» **Work request**:
Do not copy the pictures. Write out the lines from the start of the entries through the line containing "g.lineWidth = width;".

___ Data for this task

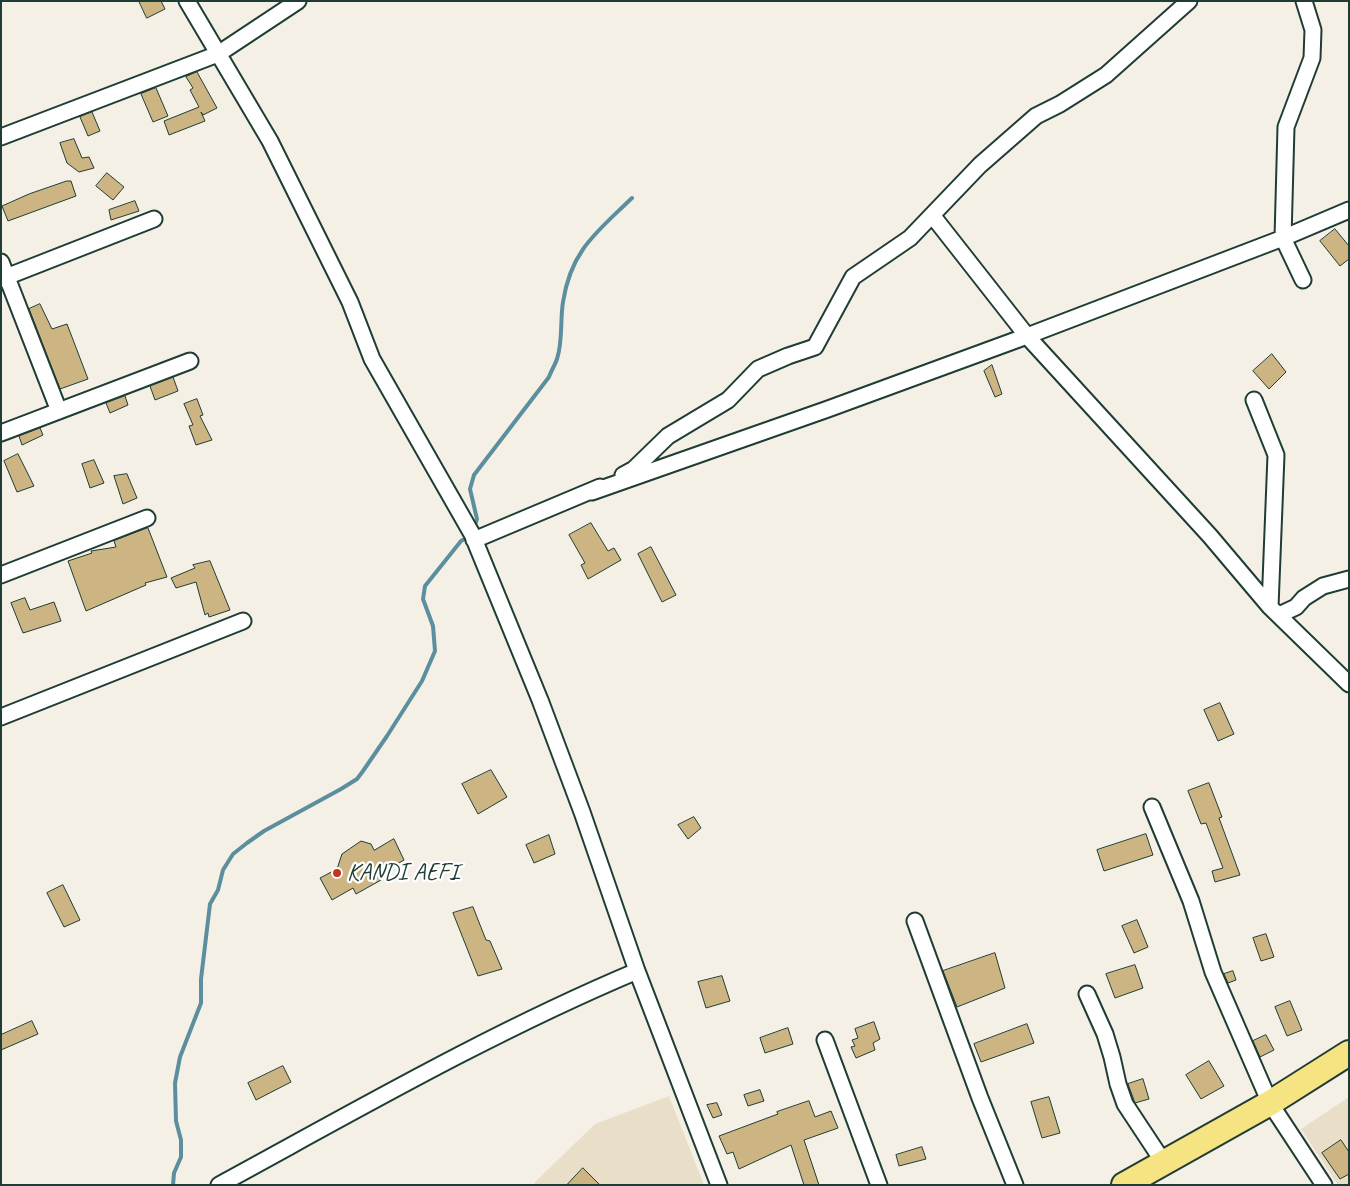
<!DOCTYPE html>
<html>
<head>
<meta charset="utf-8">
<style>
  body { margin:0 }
  #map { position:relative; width:1350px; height:1186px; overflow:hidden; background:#f5f0e6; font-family:Caveat,sans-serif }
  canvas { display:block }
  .frame { position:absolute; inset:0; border:2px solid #1f3d34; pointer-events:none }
</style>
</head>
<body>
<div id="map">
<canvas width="1350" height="1186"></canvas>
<div class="frame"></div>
</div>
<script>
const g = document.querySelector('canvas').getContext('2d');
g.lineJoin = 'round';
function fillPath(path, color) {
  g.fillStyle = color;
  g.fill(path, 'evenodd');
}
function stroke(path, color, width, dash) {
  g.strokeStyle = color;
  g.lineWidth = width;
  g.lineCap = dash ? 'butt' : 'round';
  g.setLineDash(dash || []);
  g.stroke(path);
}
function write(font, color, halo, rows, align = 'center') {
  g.font = font + ' Caveat,sans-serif';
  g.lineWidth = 4.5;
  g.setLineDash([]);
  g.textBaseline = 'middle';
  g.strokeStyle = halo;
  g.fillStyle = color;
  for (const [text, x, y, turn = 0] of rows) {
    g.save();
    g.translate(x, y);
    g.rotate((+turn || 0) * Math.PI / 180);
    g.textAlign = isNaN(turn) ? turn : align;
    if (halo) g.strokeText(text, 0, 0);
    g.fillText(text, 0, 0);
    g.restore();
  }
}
const built = new Path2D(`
  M669,1096L704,1185H536L534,1183L595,1124Z
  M1349,1097V1185H1338L1301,1129Z`);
const stream = new Path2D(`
  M474,528L477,519L470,489L474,475L549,377C551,371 555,365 557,359C563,341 560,320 563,302C571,250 597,232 632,198
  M173,1185L174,1173L181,1157V1140L176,1121L175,1083L180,1057L201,1003V979L210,904L218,890L223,870L233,854L247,843L264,831L341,789L357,779L363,771L387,736L422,681L435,651L433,626L423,599L425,586L461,541L470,536`);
const building = new Path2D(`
  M139,1H161L165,9L147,18Z
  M197,72L217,108L203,115L201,112L205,121L169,135L164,121L199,107L190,90L193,88L186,77Z
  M156,88L168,116L153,122L141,94Z
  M92,112L100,131L88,136L80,117Z
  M74,139L82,158L89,157L94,168L79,172L67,163L60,143Z
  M107,173L124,187L113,200L96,186Z
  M67,181H71L76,196L8,221L2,206L29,194Z
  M135,201L139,211L111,220L109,210Z
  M1335,229L1349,246V259L1340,266L1320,241Z
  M40,304L52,329L67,324L88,379L60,389L29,309Z
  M1272,354L1286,372L1269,389L1253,371Z
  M992,365L1002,394L995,397L984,371Z
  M173,377L178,391L155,400L150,386Z
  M125,396L128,405L110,413L106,403Z
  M197,399L203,415L200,416L212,440L196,445L189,426L193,425L184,404Z
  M40,428L43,435L22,445L19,436Z
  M18,454L34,486L17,492L4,461Z
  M94,460L104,483L90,488L82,464Z
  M127,474L137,498L123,504L114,476Z
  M591,523L608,551L614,548L621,560L588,579L581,565L585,563L569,535Z
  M148,528L167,577L145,583L146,585L86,611L68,561L92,553L91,551L116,547L114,541Z
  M651,547L676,595L662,602L638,554Z
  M210,561L230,610L209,617L208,613L205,615L196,582L176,588L171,578L195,568L193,565Z
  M25,598L30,610L54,602L61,621L23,633L11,603Z
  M1220,703L1234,734L1218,741L1204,710Z
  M491,770L507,797L478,814L462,784Z
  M1209,783L1222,817L1219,818L1240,875L1215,882L1212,871L1223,868L1206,823L1201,824L1188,791Z
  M694,817L701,828L688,839L678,825Z
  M1146,834L1153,855L1104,871L1097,850Z
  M549,835L555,854L534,863L526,845Z
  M394,839L404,860L380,874L381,880L356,894L353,888L332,900L320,878L337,869L342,854L361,841L371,844L374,850Z
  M63,885L80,920L64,927L47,893Z
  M473,907L486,940L490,941L502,969L478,976L453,913Z
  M1137,920L1148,947L1134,953L1122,926Z
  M1266,934L1274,957L1261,961L1253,938Z
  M995,953L1005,988L957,1007L943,971Z
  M1135,965L1143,988L1115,998L1106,974Z
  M1233,971L1236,980L1228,983L1224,974Z
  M722,976L730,1001L706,1008L698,982Z
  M1290,1001L1302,1030L1287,1036L1275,1007Z
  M32,1021L38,1034L1,1050V1035Z
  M874,1022L880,1039L873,1043L875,1050L856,1058L851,1047L855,1046L852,1040L858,1038L855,1029Z
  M1027,1024L1034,1043L981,1062L974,1044Z
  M788,1028L793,1044L765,1053L760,1038Z
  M1266,1035L1274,1050L1260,1057L1253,1041Z
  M1209,1061L1224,1086L1201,1099L1186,1075Z
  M283,1066L291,1082L256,1100L248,1083Z
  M1143,1079L1149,1099L1135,1103L1128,1084Z
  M760,1090L764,1101L748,1106L744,1095Z
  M1049,1097L1060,1133L1042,1138L1031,1102Z
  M809,1101L815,1117L831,1111L838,1128L804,1140L819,1185H804L791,1145L739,1169L733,1152L727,1154L719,1136L778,1114L777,1112Z
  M717,1103L722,1115L713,1118L707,1105Z
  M1341,1140L1349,1152V1174L1340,1179L1322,1153Z
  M922,1147L926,1159L899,1166L896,1155Z
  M583,1168L600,1185H567Z`);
const minor = new Path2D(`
  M187,1L270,141L350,302L372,359L472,534L540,700L582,812L637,971L719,1185
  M1,137L218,54L298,1
  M932,215L1027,336L1283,238L1349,210
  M1,262L59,411
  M1,279L154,219
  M1303,280L1283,238L1286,127L1312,58L1313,30L1304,1
  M1254,400L1276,455L1270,607
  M1,433L190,361
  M623,475L634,469L668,436L728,400L758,369L788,356L815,347L853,277L910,238L980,165L1036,116L1060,104L1106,75L1189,1
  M592,492L828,409L1027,336L1210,536L1270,607L1349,684
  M474,540L600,487
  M1,575L147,518
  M1279,615L1296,607L1304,598L1323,586L1349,579
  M1,717L243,621
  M1152,807L1191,901L1213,972L1270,1103L1324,1185
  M915,921L980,1098L1015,1185
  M1087,994L1105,1034L1112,1057L1118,1084L1125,1104L1164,1163
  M825,1040L879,1185
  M219,1185C357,1110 492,1032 637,971`);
const primary = new Path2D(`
  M1124,1185L1270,1103L1349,1053`);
const markers = [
  [337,873,5,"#c8321e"]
];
const poiNames = [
  ["KANDI AEFI",347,873]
];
fillPath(built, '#e9dec8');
stroke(stream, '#5c8f9e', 4);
fillPath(building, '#ccb483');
stroke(building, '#1f3d34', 1);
stroke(minor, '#1f3d34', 19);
stroke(primary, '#1f3d34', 28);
stroke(minor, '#fff', 15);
stroke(primary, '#f6e381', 24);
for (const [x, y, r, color] of markers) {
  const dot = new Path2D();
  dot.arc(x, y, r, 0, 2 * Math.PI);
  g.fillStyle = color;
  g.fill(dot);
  stroke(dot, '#fff', 2);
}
write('24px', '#1f3d34', '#fff', poiNames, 'left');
</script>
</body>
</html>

______

» **Response area**:
<!DOCTYPE html>
<html>
<head>
<meta charset="utf-8">
<style>
  body { margin:0 }
  #map { position:relative; width:1350px; height:1186px; overflow:hidden; background:#f5f0e6; font-family:Caveat,sans-serif }
  canvas { display:block }
  .frame { position:absolute; inset:0; border:2px solid #1f3d34; pointer-events:none }
</style>
</head>
<body>
<div id="map">
<canvas width="1350" height="1186"></canvas>
<div class="frame"></div>
</div>
<script>
const g = document.querySelector('canvas').getContext('2d');
g.lineJoin = 'round';
function fillPath(path, color) {
  g.fillStyle = color;
  g.fill(path, 'evenodd');
}
function stroke(path, color, width, dash) {
  g.strokeStyle = color;
  g.lineWidth = width;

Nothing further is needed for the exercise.